BEGIN DATASET CONTENT
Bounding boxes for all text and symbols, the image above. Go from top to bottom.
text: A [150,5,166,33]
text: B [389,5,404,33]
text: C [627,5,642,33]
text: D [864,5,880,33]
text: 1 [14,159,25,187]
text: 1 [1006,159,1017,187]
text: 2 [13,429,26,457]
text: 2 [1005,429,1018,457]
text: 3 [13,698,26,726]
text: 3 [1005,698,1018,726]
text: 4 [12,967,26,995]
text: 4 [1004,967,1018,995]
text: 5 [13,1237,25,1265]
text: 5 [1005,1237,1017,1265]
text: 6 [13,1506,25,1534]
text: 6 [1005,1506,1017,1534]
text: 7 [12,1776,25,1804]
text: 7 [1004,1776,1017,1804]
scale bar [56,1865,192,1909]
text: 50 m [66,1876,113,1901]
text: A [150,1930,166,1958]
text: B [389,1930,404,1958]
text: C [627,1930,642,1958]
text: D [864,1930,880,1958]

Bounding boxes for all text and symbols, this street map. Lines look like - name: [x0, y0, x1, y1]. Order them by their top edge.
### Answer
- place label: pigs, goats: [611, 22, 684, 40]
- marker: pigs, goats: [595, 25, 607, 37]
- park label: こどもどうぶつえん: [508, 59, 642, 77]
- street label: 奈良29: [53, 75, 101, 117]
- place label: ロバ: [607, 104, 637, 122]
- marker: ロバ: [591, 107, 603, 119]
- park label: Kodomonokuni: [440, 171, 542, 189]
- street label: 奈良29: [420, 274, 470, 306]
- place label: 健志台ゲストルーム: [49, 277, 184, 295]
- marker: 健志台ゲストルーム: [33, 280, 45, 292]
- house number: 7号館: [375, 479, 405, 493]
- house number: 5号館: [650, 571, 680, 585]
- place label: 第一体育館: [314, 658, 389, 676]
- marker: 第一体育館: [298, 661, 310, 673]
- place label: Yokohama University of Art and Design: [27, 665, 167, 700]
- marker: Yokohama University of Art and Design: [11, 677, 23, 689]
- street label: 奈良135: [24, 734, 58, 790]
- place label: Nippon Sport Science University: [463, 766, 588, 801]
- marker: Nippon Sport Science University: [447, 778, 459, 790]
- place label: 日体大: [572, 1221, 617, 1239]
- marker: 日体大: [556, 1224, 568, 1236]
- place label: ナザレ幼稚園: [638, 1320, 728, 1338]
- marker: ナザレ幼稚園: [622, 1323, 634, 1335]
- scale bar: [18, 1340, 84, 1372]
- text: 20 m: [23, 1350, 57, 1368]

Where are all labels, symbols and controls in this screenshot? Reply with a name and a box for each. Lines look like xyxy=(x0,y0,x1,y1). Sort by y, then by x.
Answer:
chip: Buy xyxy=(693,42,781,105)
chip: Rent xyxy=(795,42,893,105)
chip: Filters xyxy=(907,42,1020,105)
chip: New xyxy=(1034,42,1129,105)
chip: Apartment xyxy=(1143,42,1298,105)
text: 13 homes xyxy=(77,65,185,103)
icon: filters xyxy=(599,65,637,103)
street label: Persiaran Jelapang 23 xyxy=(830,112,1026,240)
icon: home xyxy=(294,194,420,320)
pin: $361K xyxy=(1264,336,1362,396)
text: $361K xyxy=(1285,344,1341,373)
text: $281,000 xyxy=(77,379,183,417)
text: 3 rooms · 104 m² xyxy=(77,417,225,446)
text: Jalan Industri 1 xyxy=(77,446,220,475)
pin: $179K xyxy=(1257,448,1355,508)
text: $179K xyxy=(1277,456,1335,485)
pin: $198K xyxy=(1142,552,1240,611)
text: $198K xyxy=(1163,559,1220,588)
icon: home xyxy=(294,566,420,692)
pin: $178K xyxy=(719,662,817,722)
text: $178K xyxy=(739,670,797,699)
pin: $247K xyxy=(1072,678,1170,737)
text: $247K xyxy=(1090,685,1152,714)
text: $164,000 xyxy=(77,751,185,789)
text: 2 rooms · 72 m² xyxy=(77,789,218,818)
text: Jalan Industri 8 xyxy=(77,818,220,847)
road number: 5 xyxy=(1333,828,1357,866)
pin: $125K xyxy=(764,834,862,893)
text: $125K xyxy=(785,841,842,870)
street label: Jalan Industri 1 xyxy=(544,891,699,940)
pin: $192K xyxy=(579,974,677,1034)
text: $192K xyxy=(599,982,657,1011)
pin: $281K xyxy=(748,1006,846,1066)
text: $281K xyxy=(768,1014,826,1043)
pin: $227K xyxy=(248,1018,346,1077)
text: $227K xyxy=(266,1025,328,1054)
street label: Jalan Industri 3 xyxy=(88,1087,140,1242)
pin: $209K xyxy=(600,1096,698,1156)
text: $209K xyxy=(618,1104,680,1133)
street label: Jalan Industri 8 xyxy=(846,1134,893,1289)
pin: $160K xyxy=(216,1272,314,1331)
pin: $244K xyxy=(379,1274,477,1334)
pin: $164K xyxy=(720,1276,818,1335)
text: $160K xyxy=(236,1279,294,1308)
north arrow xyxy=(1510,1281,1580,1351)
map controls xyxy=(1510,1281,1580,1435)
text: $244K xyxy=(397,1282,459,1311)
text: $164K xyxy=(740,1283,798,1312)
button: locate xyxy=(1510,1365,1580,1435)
END DATASET CONTENT
(DIRECTIONS): In restating the data, begin at its first line, reproduce each line word for word, and conclude with the line that contains "Bounding boxes for all text and symbols, this".

(RESPONSE BELOW):
Bounding boxes for all text and symbols, the image above. Go from top to bottom.
text: A [150,5,166,33]
text: B [389,5,404,33]
text: C [627,5,642,33]
text: D [864,5,880,33]
text: 1 [14,159,25,187]
text: 1 [1006,159,1017,187]
text: 2 [13,429,26,457]
text: 2 [1005,429,1018,457]
text: 3 [13,698,26,726]
text: 3 [1005,698,1018,726]
text: 4 [12,967,26,995]
text: 4 [1004,967,1018,995]
text: 5 [13,1237,25,1265]
text: 5 [1005,1237,1017,1265]
text: 6 [13,1506,25,1534]
text: 6 [1005,1506,1017,1534]
text: 7 [12,1776,25,1804]
text: 7 [1004,1776,1017,1804]
scale bar [56,1865,192,1909]
text: 50 m [66,1876,113,1901]
text: A [150,1930,166,1958]
text: B [389,1930,404,1958]
text: C [627,1930,642,1958]
text: D [864,1930,880,1958]

Bounding boxes for all text and symbols, this street map. Lines look like - name: [x0, y0, x1, y1]. Order them by their top edge.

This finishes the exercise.